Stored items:
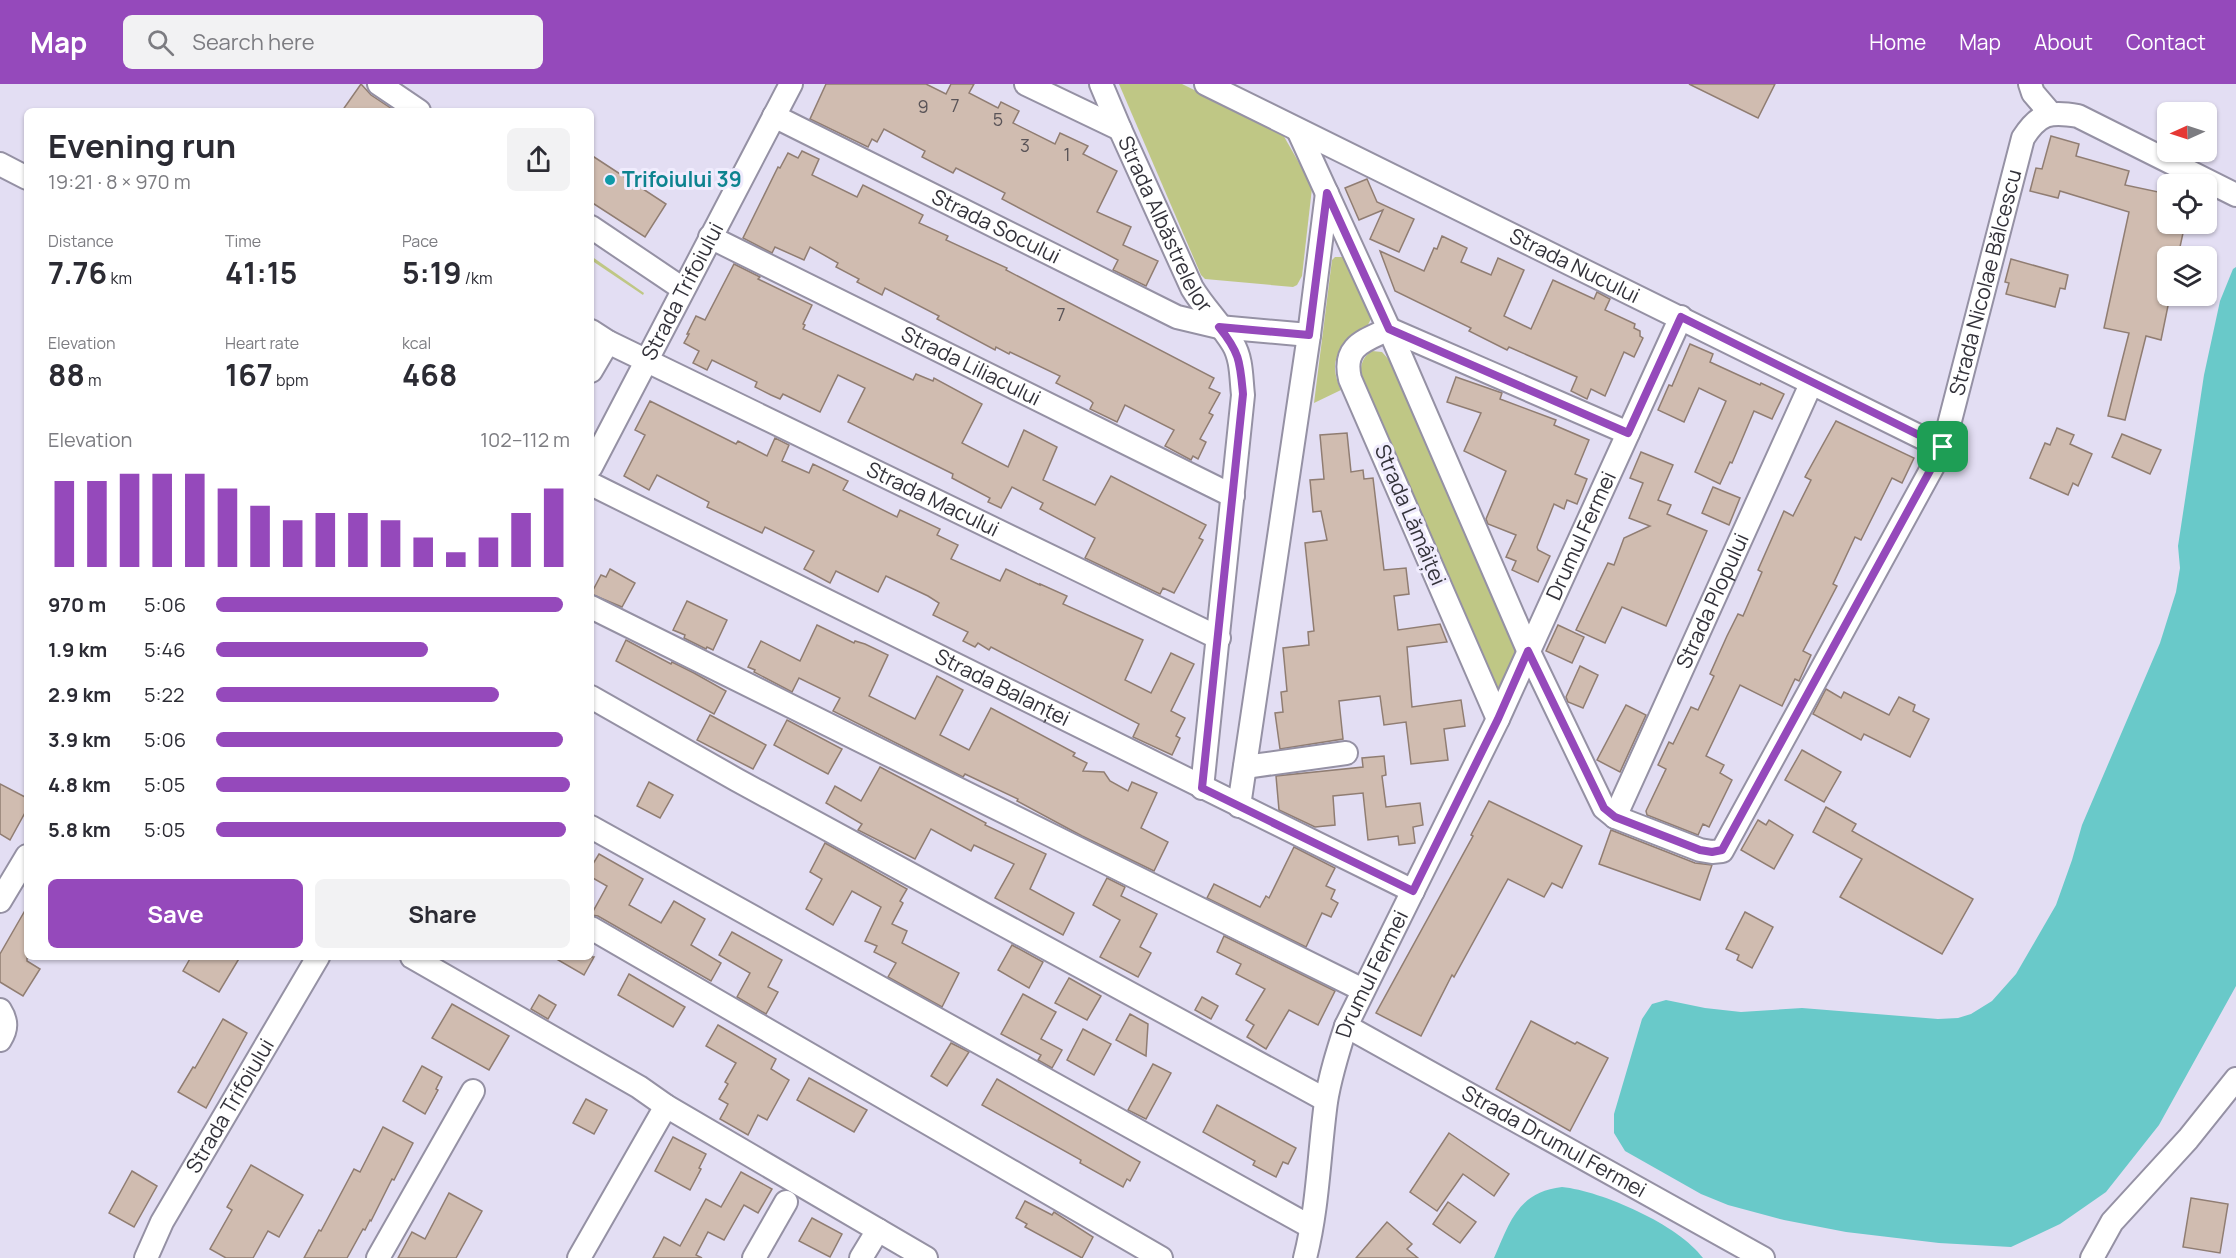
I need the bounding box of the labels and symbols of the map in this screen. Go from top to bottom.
house number: 7 [950,93,960,117]
house number: 9 [917,94,929,118]
north arrow [2157,102,2217,162]
house number: 5 [993,107,1003,131]
street label: Strada Albăstrelelor [1112,131,1220,318]
house number: 3 [1020,133,1030,157]
house number: 1 [1063,142,1071,166]
place label: Trifoiului 39 [622,165,742,193]
street label: Strada Nicolae Bălcescu [1942,166,2027,399]
marker: Trifoiului 39 [603,173,617,187]
street label: Strada Socului [927,182,1065,270]
street label: Strada Trifoiului [634,217,729,365]
street label: Strada Nucului [1505,221,1645,309]
house number: 7 [1056,302,1066,326]
street label: Strada Liliacului [897,319,1046,412]
pin [1917,421,1968,472]
street label: Strada Lămâiței [1369,440,1453,589]
street label: Strada Macului [862,454,1004,542]
street label: Drumul Fermei [1539,467,1622,604]
street label: Strada Plopului [1669,529,1755,673]
street label: Strada Balanței [931,642,1075,732]
street label: Drumul Fermei [1328,905,1414,1041]
street label: Strada Trifoiului [179,1033,280,1178]
street label: Strada Drumul Fermei [1457,1078,1652,1203]

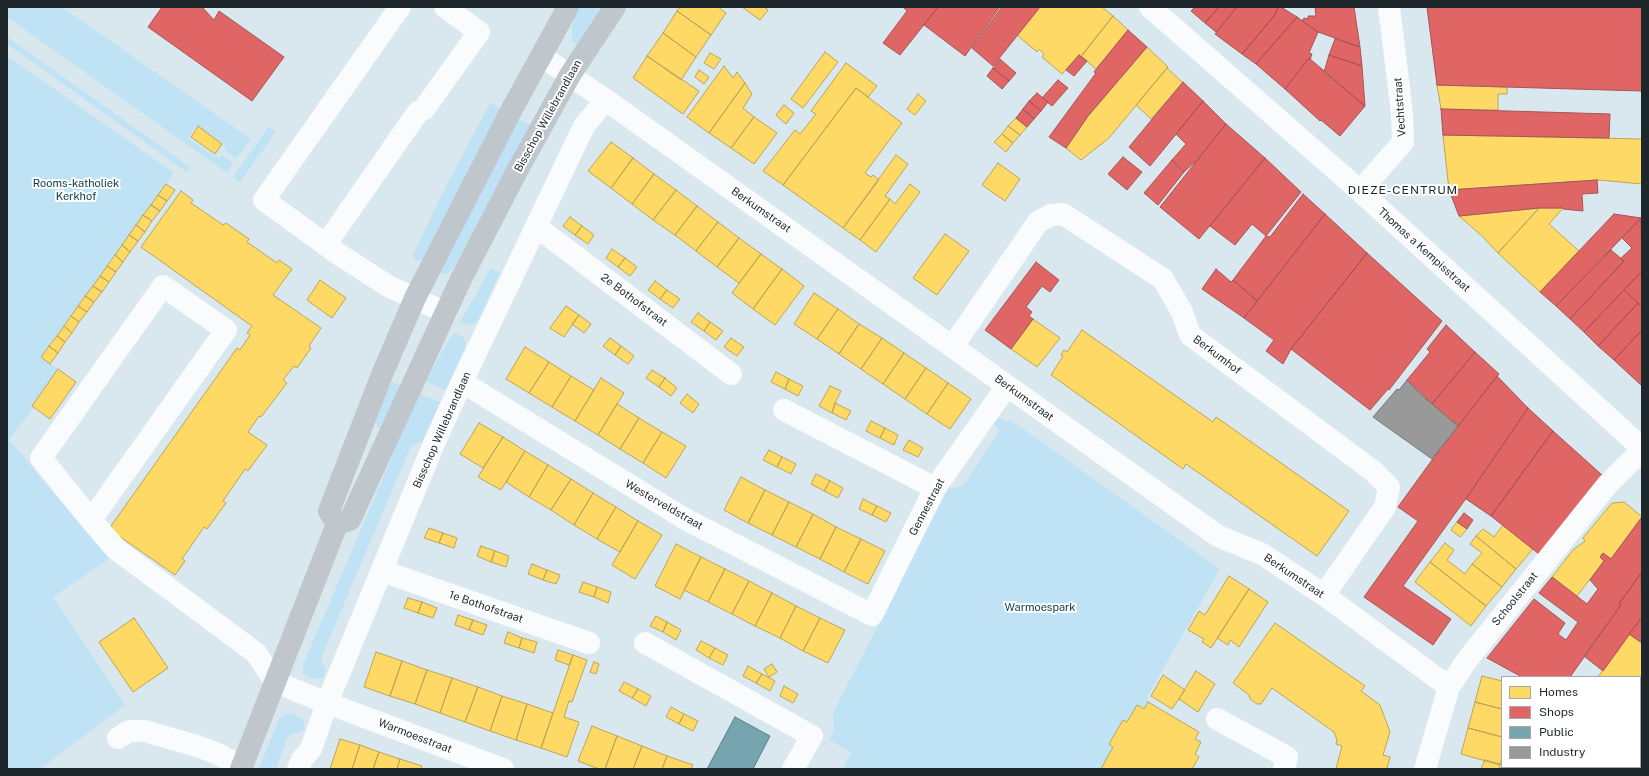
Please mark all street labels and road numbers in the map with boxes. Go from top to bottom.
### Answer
street label: Bisschop Willebrandlaan [512,58,584,174]
street label: Vechtstraat [1391,77,1409,137]
street label: Berkumstraat [729,185,793,235]
street label: Thomas a Kempisstraat [1375,205,1473,295]
street label: 2e Bothofstraat [598,271,670,329]
street label: Berkumhof [1190,333,1244,377]
street label: Bisschop Willebrandlaan [410,370,474,490]
street label: Berkumstraat [992,372,1056,424]
street label: Gennestraat [906,476,948,538]
street label: Westerveldstraat [623,477,705,533]
street label: Berkumstraat [1261,551,1327,601]
street label: Schoolstraat [1489,569,1541,629]
street label: 1e Bothofstraat [447,588,525,626]
street label: Warmoesstraat [376,716,454,756]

● **What to produce**: Give back the records exactly, minus any pictures.

● **Answer to the exercise**:
I need the bounding box of the labels and symbols of the map in this screen. Go from top to bottom.
house number: 7 [950,93,960,117]
house number: 9 [917,94,929,118]
north arrow [2157,102,2217,162]
house number: 5 [993,107,1003,131]
street label: Strada Albăstrelelor [1112,131,1220,318]
house number: 3 [1020,133,1030,157]
house number: 1 [1063,142,1071,166]
place label: Trifoiului 39 [622,165,742,193]
street label: Strada Nicolae Bălcescu [1942,166,2027,399]
marker: Trifoiului 39 [603,173,617,187]
street label: Strada Socului [927,182,1065,270]
street label: Strada Trifoiului [634,217,729,365]
street label: Strada Nucului [1505,221,1645,309]
house number: 7 [1056,302,1066,326]
street label: Strada Liliacului [897,319,1046,412]
pin [1917,421,1968,472]
street label: Strada Lămâiței [1369,440,1453,589]
street label: Strada Macului [862,454,1004,542]
street label: Drumul Fermei [1539,467,1622,604]
street label: Strada Plopului [1669,529,1755,673]
street label: Strada Balanței [931,642,1075,732]
street label: Drumul Fermei [1328,905,1414,1041]
street label: Strada Trifoiului [179,1033,280,1178]
street label: Strada Drumul Fermei [1457,1078,1652,1203]

Please mark all street labels and road numbers in the map with boxes. Go from top to bottom.
### Answer
street label: Bisschop Willebrandlaan [512,58,584,174]
street label: Vechtstraat [1391,77,1409,137]
street label: Berkumstraat [729,185,793,235]
street label: Thomas a Kempisstraat [1375,205,1473,295]
street label: 2e Bothofstraat [598,271,670,329]
street label: Berkumhof [1190,333,1244,377]
street label: Bisschop Willebrandlaan [410,370,474,490]
street label: Berkumstraat [992,372,1056,424]
street label: Gennestraat [906,476,948,538]
street label: Westerveldstraat [623,477,705,533]
street label: Berkumstraat [1261,551,1327,601]
street label: Schoolstraat [1489,569,1541,629]
street label: 1e Bothofstraat [447,588,525,626]
street label: Warmoesstraat [376,716,454,756]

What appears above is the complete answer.